Since the emotional information contained in different modalities of multimodal inputs at different scales may vary, multi-scale modeling is highly suitable for feature extraction or interaction as well as extracting multi-level emotional information10,11,12,13. Zhong et al.10 and Yuan et al.11 both adopted the idea of a fixed-scale sliding window to design sentiment analysis models in the task of dialogue sentiment analysis. Yue et al.12 used convolution kernels of different fixed window sizes to extract the local features of the text respectively. Convolution kernels of different sizes can capture the features of n-gram text within different ranges. Wu et al.13 proved for the first time that multi-scale feature fusion can effectively enhance emotional representation. Output proportionally sized features at three levels in a fully convolutional manner, and then aggregate the features of each level to construct an overall feature that is more related to emotions. Most multi-scale modeling methods adopt fixed convolution kernels or static window strategies to model features of limited or fixed scales, ignoring cross-scale interactions and multi-level emotional cues under different scale combinations. Meanwhile, different modal interaction features may prefer different scale combinations. Simply piling up scales may increase the model complexity and increase the model processing speed. Meanwhile, the fixed scale combination makes the interaction features can only be segmented according to the fixed scale, which leads to the poor generalization ability of the model for different types of data. Manually adjusting the optimal scale of each mode may not only fail to achieve the best performance but also be time-consuming and laborious. Therefore, designing models that can dynamically select different scales based on interaction characteristics is also our research focus.
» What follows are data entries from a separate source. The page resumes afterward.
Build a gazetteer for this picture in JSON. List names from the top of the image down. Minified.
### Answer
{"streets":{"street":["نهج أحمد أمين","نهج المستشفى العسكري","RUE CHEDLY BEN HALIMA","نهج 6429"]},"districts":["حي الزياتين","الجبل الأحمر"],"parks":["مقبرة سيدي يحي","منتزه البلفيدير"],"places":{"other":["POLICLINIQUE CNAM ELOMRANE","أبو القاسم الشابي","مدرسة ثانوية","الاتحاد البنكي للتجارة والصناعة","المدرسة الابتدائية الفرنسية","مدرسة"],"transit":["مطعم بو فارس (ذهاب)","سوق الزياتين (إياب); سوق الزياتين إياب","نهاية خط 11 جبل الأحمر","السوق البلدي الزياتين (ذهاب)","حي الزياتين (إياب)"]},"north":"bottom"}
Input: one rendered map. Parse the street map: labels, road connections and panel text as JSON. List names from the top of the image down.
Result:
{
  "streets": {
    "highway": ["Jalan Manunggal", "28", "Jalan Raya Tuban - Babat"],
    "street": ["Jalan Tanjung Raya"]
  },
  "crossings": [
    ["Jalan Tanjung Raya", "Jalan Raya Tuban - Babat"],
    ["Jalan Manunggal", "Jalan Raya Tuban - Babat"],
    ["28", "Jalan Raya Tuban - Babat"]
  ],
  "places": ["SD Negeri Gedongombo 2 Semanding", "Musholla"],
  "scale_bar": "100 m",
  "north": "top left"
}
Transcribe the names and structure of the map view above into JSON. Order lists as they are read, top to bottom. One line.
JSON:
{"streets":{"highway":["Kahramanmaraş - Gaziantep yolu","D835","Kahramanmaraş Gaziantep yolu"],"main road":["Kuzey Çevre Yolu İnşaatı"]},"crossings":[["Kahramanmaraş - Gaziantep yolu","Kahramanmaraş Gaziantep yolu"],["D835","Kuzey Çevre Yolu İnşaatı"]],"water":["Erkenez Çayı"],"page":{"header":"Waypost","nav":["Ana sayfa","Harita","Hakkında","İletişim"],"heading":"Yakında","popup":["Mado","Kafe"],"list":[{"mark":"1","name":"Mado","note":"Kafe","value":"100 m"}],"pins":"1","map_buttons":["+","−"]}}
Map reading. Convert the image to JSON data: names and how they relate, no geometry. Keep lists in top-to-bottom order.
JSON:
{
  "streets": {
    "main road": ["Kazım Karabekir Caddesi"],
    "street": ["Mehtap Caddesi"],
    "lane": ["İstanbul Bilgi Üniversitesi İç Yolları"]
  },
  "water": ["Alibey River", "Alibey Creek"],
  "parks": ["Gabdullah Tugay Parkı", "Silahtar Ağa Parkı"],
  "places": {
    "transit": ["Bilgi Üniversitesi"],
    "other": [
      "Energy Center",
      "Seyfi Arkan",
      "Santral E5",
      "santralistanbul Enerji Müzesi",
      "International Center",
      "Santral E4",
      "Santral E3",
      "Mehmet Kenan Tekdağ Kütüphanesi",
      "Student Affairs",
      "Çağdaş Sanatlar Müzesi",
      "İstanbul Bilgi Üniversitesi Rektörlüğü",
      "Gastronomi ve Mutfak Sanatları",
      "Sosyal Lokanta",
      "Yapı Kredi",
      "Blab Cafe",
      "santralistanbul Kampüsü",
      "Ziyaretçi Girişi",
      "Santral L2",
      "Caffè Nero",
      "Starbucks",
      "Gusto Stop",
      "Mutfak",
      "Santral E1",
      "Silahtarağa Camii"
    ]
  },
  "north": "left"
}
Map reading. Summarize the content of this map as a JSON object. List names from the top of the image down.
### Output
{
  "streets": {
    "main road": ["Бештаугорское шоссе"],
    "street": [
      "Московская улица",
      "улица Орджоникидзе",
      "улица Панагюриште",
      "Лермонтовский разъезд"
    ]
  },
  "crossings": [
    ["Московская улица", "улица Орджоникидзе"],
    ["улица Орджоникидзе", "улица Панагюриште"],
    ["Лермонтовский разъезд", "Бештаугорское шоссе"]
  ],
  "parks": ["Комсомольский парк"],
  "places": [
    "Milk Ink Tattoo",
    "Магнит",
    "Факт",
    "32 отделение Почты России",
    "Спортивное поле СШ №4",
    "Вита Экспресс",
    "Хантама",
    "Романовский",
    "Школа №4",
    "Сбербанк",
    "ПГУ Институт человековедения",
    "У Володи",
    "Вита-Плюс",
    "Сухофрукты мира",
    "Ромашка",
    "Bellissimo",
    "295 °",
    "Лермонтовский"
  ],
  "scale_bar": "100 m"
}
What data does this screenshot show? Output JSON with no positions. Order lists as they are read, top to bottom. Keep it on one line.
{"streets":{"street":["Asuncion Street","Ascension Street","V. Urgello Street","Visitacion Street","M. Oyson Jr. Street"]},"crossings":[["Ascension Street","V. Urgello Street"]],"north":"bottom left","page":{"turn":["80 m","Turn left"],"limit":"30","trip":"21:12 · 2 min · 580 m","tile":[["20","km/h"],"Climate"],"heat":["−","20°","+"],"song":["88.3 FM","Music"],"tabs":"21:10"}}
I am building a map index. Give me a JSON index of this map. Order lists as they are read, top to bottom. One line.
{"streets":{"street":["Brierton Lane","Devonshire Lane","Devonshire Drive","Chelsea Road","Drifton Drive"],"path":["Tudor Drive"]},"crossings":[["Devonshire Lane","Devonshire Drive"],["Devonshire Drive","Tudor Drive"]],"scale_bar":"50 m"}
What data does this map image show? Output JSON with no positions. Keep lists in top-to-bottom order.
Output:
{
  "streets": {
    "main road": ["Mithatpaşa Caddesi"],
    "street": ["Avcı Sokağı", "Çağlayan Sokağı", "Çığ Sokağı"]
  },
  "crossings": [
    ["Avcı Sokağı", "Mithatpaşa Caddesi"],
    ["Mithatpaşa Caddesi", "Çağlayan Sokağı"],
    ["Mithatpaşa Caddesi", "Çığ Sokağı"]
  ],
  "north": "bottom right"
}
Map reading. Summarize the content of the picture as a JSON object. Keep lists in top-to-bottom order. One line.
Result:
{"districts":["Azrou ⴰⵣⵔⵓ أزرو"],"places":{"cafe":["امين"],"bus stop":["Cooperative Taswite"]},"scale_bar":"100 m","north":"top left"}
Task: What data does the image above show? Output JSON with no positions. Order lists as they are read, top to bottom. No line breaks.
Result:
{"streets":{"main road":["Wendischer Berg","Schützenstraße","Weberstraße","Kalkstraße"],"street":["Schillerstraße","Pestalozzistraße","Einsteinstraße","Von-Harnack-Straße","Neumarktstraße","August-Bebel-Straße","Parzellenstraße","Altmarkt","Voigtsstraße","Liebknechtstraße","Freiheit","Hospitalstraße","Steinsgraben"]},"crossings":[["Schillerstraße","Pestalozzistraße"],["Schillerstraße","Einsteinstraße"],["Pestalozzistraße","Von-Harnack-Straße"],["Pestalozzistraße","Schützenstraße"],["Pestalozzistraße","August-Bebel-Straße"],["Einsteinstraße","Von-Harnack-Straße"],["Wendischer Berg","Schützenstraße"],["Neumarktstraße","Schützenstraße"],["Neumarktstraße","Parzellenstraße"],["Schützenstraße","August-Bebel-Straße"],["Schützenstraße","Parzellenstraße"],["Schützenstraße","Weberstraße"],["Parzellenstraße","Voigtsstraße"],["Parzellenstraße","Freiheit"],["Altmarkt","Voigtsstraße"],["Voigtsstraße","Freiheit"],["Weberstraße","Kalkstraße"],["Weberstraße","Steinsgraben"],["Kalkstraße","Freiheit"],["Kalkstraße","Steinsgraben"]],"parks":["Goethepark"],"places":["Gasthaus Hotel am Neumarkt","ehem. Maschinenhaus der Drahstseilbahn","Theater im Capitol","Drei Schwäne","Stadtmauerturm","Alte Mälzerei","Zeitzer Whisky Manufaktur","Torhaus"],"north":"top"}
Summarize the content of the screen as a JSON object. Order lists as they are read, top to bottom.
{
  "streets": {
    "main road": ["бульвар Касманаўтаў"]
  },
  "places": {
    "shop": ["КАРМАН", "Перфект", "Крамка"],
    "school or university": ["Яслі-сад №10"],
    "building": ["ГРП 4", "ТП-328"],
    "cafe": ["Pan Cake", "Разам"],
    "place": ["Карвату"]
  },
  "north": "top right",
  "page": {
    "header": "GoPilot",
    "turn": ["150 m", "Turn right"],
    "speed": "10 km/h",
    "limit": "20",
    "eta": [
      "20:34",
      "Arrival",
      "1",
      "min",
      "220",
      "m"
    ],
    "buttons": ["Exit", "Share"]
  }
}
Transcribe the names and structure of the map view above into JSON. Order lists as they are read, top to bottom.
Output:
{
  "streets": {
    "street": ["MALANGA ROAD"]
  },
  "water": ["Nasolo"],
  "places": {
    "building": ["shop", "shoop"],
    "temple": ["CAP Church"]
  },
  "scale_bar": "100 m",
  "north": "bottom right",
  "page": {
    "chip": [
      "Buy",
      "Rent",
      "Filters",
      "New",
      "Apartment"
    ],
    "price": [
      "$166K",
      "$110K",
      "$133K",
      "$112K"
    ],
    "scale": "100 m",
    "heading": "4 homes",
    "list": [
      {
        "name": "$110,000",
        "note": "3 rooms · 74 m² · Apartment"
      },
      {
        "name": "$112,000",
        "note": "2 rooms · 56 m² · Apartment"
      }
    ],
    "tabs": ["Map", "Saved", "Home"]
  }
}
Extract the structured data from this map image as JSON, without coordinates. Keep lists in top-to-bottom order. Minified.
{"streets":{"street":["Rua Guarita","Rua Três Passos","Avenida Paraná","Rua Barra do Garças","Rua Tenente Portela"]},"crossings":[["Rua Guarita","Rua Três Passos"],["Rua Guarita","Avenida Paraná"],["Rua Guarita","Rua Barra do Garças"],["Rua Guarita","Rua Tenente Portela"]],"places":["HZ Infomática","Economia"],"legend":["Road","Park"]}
To address these challenges, we propose a text guided multimodal scale path fusion network (TMSPF-Net). First of all, in terms of multi-scale modal feature interaction, we design a Multi-scale Adaptive Transformer (MAT), which can extract heterogeneous sentiment information between different modalities in more detail through patches of different scales combination. MAT set a series of different sizes of segmentation scale, different modalities can choose different scales of segmentation combination. The segmentation and combination of different scales can effectively extract more detailed emotional information between modalities. Subsequently, MAT employs a dual attention mechanism: intra-block attention to maintain local consistency within a single mode (e.g., word-level text features), and inter-block attention to model global cross-modal dependencies (e.g., discourse-level audio visual alignment). This hierarchical design enables granular emotion representation by jointly capturing intra-modal and inter-modal interactions14,15. At the same time, we integrated an adaptive routing module in MAT and utilized a learnable gating mechanism to autonomously optimize the fusion path during the training process. This dynamic architecture enhances adaptability to heterogeneous data structures16,17. In terms of redundancy elimination, we propose a Text-guided conflict elimination module which uses text embedding as a reference to reduce redundant or contradictory sentiment features in signals (audio/visual). By using different scales of text information to calculate the similarity matrix between text and non-linguistic pattern, if it is close enough to text information, it will be retained, and if it is not similar to text information, it will be discarded, so as to reduce the conflict between non-linguistic pattern and text information. In essence, it is to determine the dominant position of text in the model and guide the learning of non-linguistic modes through text information. Finally, the refined multi-scale representations are aggregated and processed by a pre-trained language model (PLM) to make the final sentiment prediction. The main contributions of this work are as follows:
-
We designed a text guided multimodal scale path fusion network (TMSPF-Net), which enhanced the dynamic multi-scale cross-modal interaction and redundancy elimination.
-
We designed a Multi-scale Adaptive Transformer (MAT) to capture local and global emotion information of different modalities by combining different scales and the dual attention mechanism. Meanwhile, MAT innovatively introduced Mixture of Experts (MoE) with the cross-modal attention mechanism, enhancing the modal interaction ability while also improving the flexibility of model path selection.
-
We designed a Text-guided conflict elimination module (TGCEM). TGCEM leverages multi-scale text-guided dynamic memory to filter conflicting signals, and then eliminates the redundant and conflicting information in the non-linguistic modalities.
-
We conducted a large number of experiments on two multimodal sentiment datasets. Our performance on the MOSEI dataset is better than the state-of-the-art (SOTA) model. On the MOSEI dataset, the regression metrics were improved by 1.0% and 1.1% compared with the SOTA method, and the seven-classification performance was improved by 0.88% and achieved an excellent performance of 55.68%.
Related work
In this section, section 2.1 introduces the relevant work of multi-scale feature extraction, section 2.2 introduces the relevant work of Transformer-based model, section 2.3 introduces the relevant work of Transformer-based pre-training model (PLM) in the field of multimodal sentiment analysis.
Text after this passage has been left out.